Реакционная печать беспрестанно нападала на партию отца, так что я более или менее привык к появлявшимся в ней время от времени вульгарным карикатурам – отец и Милюков преподносят Мировому Еврейству матушку-Россию на блюде и прочее в этом роде. Но однажды, вероятно, зимой 1911-го года, самая влиятельная из правых газет наняла сомнительного журналиста и тот состряпал оскорбительную статью, содержавшую инсинуации, которых отец оставить без внимания не мог. Поскольку широко известная низость истинного автора статьи делала его “недуэлеспособным” (как это называется в русском дуэльном кодексе), отец послал вызов редактору напечатавшей статью газеты, человеку вероятно несколько более приемлемому в этом смысле.

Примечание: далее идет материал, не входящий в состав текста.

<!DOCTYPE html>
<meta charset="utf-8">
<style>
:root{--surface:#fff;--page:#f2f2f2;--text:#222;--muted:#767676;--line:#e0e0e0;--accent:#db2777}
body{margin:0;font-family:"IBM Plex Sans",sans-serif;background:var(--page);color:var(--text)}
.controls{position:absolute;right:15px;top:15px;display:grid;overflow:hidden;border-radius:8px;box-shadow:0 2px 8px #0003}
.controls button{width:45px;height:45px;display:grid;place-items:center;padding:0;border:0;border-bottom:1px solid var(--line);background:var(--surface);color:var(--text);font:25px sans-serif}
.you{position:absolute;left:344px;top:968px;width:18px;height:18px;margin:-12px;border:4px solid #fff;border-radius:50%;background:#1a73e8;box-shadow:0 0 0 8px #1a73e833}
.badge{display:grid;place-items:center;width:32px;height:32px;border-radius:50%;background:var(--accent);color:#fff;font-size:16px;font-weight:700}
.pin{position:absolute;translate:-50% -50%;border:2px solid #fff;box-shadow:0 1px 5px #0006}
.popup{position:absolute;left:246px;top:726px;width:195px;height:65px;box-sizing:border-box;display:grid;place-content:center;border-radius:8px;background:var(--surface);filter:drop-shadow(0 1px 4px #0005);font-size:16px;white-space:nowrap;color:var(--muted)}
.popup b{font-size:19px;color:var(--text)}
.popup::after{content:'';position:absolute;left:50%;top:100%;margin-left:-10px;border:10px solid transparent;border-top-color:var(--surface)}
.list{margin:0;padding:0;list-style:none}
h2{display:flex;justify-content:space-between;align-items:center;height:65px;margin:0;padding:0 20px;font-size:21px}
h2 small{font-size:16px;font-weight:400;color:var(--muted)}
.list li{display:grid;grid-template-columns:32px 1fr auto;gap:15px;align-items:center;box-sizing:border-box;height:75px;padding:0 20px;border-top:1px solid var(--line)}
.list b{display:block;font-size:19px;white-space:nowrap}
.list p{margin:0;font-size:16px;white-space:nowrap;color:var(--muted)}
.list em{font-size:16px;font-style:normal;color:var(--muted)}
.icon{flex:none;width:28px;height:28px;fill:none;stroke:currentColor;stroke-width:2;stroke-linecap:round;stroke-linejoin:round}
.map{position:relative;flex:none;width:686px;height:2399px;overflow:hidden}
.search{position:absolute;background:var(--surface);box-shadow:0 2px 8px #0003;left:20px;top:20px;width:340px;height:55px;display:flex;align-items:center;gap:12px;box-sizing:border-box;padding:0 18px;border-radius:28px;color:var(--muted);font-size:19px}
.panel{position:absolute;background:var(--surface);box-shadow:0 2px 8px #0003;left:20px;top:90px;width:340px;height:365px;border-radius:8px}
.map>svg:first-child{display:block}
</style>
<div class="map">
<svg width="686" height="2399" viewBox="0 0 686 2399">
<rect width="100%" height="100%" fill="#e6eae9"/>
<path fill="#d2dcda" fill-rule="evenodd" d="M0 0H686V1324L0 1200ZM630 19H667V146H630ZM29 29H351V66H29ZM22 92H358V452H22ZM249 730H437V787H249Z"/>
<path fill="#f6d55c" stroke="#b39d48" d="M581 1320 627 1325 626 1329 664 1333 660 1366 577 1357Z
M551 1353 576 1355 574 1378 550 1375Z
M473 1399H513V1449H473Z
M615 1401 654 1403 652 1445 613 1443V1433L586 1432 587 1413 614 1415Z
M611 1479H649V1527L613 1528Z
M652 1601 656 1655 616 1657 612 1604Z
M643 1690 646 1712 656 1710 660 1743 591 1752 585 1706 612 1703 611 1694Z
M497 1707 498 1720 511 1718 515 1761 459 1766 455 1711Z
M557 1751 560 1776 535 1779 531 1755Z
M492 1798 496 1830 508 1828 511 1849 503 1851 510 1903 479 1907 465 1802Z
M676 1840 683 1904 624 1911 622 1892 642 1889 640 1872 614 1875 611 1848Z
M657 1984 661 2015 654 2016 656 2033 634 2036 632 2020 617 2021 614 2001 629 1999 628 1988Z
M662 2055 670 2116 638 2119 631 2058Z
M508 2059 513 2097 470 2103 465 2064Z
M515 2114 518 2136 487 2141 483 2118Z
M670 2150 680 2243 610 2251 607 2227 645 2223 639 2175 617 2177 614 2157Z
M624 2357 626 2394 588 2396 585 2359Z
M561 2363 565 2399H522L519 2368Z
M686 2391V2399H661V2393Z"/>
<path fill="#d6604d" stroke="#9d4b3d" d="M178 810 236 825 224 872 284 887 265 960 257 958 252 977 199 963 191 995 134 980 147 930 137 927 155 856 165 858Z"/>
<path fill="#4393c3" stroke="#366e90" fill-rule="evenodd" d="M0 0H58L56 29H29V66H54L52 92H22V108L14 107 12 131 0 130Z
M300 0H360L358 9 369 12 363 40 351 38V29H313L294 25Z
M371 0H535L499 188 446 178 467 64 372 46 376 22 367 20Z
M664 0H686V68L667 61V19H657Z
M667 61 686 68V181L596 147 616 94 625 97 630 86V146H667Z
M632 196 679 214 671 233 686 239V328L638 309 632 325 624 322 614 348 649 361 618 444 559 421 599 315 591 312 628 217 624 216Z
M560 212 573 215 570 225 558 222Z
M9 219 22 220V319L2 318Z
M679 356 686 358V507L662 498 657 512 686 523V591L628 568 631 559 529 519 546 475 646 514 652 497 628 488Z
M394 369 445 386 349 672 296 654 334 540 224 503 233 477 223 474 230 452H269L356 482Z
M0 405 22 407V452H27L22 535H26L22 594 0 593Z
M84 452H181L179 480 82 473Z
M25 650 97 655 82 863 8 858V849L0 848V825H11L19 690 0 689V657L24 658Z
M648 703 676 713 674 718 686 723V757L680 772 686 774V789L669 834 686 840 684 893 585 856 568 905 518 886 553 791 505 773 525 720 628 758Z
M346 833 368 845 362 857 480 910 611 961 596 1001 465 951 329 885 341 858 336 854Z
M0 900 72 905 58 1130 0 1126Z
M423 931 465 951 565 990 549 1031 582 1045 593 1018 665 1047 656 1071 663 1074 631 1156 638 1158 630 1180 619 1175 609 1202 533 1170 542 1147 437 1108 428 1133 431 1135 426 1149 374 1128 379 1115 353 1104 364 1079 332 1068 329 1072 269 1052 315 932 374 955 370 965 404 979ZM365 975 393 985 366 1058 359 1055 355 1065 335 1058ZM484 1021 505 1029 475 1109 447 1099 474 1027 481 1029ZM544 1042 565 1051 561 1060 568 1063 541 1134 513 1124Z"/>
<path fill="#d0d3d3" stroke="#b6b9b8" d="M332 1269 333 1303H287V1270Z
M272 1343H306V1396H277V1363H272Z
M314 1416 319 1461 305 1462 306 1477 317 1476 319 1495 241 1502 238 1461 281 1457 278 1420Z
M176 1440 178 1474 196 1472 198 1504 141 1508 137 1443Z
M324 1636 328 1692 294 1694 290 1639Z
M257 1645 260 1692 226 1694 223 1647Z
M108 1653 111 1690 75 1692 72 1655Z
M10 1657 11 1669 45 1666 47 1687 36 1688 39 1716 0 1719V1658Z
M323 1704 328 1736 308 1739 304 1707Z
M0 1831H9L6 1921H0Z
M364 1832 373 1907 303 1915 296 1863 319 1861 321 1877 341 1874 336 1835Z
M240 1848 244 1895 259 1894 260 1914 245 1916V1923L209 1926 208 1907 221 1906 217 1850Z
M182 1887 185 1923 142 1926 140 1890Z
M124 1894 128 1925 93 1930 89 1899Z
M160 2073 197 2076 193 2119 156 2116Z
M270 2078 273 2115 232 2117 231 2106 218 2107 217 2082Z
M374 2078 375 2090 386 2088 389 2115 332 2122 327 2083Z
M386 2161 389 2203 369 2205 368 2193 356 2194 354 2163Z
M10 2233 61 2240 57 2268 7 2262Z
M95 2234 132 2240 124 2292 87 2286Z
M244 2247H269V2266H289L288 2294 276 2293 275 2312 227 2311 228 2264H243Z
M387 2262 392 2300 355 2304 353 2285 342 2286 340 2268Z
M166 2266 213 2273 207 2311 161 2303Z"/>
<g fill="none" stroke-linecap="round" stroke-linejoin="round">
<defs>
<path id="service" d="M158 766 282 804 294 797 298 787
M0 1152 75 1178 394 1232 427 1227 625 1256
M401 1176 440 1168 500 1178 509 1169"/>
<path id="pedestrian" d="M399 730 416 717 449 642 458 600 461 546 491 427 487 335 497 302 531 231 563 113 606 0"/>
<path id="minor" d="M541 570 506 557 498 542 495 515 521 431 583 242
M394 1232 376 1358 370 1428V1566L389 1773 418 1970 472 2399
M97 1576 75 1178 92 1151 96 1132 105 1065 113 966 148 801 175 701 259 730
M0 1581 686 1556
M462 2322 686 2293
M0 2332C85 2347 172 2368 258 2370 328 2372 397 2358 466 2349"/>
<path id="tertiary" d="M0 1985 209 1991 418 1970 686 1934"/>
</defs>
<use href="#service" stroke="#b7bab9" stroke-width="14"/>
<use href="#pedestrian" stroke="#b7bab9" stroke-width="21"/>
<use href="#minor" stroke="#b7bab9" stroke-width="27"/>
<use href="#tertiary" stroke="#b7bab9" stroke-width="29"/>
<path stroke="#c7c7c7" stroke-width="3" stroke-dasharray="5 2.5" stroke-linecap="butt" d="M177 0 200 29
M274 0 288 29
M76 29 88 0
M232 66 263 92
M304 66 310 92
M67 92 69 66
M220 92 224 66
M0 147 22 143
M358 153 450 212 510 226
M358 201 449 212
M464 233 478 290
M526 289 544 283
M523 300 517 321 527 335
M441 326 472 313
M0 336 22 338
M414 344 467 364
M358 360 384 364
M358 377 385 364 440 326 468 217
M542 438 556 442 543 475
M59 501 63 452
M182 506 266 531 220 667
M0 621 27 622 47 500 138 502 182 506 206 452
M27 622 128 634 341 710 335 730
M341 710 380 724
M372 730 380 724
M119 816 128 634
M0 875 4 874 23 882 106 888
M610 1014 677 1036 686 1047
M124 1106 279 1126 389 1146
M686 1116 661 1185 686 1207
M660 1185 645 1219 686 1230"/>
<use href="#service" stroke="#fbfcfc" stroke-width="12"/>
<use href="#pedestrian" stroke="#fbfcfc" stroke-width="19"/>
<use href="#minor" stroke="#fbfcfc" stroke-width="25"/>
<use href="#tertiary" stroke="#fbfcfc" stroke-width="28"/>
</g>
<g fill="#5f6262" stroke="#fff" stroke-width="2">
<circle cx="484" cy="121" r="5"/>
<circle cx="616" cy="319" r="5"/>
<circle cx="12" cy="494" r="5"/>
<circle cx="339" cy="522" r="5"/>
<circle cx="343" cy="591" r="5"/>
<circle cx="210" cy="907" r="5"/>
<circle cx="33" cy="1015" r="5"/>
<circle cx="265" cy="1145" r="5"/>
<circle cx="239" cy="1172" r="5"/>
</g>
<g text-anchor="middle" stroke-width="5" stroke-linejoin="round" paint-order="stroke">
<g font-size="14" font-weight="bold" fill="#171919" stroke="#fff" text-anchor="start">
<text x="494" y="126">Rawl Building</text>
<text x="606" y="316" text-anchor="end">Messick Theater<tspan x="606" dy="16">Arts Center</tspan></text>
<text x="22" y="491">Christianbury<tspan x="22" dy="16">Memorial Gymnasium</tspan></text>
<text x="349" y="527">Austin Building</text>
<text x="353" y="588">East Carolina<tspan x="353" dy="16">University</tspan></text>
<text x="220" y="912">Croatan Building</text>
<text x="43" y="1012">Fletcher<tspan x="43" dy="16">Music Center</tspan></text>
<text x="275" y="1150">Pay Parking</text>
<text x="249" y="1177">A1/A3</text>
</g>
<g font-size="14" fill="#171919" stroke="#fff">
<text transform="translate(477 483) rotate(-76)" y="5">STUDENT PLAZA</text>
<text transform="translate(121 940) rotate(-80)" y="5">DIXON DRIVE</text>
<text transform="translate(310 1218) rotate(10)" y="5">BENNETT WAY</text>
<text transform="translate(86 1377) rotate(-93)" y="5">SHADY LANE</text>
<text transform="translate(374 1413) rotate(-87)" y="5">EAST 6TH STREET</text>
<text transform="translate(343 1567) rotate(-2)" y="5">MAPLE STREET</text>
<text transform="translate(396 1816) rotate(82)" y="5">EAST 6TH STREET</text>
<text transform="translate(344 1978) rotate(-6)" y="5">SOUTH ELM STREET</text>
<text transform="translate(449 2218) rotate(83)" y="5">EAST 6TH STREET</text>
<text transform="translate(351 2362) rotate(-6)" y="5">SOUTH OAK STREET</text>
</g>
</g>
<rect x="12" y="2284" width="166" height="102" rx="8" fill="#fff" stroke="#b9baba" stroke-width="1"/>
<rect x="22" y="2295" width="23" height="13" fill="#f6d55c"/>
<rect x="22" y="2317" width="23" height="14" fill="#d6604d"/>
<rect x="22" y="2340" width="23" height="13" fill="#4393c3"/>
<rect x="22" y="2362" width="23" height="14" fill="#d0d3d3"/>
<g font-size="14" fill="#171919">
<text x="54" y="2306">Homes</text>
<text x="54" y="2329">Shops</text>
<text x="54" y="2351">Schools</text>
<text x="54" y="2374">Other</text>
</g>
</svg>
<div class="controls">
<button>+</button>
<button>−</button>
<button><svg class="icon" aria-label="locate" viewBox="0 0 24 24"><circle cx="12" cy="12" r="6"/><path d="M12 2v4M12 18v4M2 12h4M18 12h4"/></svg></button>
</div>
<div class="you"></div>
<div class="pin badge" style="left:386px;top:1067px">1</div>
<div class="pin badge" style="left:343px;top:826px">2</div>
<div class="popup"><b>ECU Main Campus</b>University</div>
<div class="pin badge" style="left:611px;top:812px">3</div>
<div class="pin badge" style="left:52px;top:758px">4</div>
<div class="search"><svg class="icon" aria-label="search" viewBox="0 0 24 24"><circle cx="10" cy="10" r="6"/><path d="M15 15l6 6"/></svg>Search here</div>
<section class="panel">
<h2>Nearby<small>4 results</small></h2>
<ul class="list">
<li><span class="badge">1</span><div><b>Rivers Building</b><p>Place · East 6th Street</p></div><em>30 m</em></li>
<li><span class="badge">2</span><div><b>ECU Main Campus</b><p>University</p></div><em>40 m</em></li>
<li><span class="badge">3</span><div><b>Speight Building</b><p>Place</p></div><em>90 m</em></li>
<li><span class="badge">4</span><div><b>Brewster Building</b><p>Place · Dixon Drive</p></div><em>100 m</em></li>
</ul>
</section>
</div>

Русская дуэль была делом куда более серьезным, нежели ее привычная парижская разновидность. Редактору потребовалось несколько дней, чтобы решить примет он вызов или не примет. В последний из этих дней, в понедельник, я, как обычно, отправился в училище. Поскольку газет я не читал, то и оставался в полном неведении относительно всей этой истории. К середине занятий я заметил, что какой-то открытый на определенной странице журнальчик ходит по рукам и вызывает смешки. Улучив время, я перехватил его: журнальчик оказался последним номером площадного еженедельника, в гаерских тонах расписавшим вызов отца, с добавлением идиотских комментариев по части предоставленного им противнику права выбора оружия. Содержались в нем и шпильки в адрес отца, обратившегося к феодальному обычаю, который он порицал в своих статьях. Немало было также сказано о числе его слуг и костюмов. Между прочим я узнал, что в секунданты отец пригласил своего зятя, адмирала Коломейцева, героя японской войны. В Цусимском сражении этот мой дядя, имевший тогда чин капитана, сумел пришвартовать свой эсминец к горящему флагманскому броненосцу и снять с него начальника эскадры.

По окончании урока я установил, что журнальчик принадлежит одному из моих лучших друзей. Я обвинил его в предательстве и издевке. В последующей драке он, упав навзничь на парту, зацепился ногой обо что-то и сломал щиколодку. Он пролежал в постели месяц, при чем благородно скрыл и от семьи и от школьных учителей мое участие в деле.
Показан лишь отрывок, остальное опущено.